Discover® Identity Alerts are offered by Discover Bank at no cost, only available online, and currently include the following services: (a) daily monitoring of your Experian ® credit report and an alert when a new account is listed on your report; (b) daily monitoring of thousands of risky websites known for revealing personal information and an alert if your Social Security Number on is found on such a website. This information is intended for, and only provided to, Primary credit cardmembers whose accounts are open, in good standing and have an email address on file. The Primary cardmember must agree online to receive identity alerts. Identity alert services are based on Experian information and data which may differ from information and data at other credit bureaus. Monitoring your credit report does not impact your credit score. This benefit may change or end in the future. Discover Bank is not a credit repair organization as defined under federal or state law, including the Credit Repair Organizations Act. See Frequently Asked Questions.

  
Yeah paused after having read the fine print too:
discover card site said: To provide you with identity alerts, you authorize Discover to obtain information from your personal credit report or other information from one or more credit reporting agencies (including Experian®) on a regular basis.
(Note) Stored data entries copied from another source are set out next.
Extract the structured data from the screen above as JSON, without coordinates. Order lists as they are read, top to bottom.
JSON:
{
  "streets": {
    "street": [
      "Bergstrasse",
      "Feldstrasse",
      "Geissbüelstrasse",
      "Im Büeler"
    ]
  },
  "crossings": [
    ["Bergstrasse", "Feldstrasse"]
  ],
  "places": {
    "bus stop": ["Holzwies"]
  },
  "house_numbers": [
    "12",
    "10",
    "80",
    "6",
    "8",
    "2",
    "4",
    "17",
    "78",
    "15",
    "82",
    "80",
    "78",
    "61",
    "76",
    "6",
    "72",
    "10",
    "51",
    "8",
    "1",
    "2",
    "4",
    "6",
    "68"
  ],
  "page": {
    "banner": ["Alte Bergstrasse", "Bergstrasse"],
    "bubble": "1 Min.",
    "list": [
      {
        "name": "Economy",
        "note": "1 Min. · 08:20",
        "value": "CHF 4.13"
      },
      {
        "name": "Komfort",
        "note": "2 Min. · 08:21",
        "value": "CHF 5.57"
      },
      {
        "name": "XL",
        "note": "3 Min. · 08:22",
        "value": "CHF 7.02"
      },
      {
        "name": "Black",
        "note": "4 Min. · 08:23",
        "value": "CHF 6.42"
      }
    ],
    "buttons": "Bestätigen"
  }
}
I mean yes they have SSN info already but is this authorizing them to have more info on me/us than normal at faster intervals so they benefit more?  e.g.  in terms of "other" credit/financial activities allowing them to snoop on competing cards activities -- so they can gather info such as "last month Chase BlueSuper Card (I made up) was signed up by 250000 consumers"  knowing they introduced specific known service, or "380000 customers had their Bank of America Dividend card closed"  per known specif change in policy, such business intelligence  info can be extremely useful to them per on capita basis more than what it costs them to provide this service. 

They can use this to make very strategic decisions without experimenting such features or changes in policy themselves, just seeing the impact immediately once sizable populace signs up for this "free" service.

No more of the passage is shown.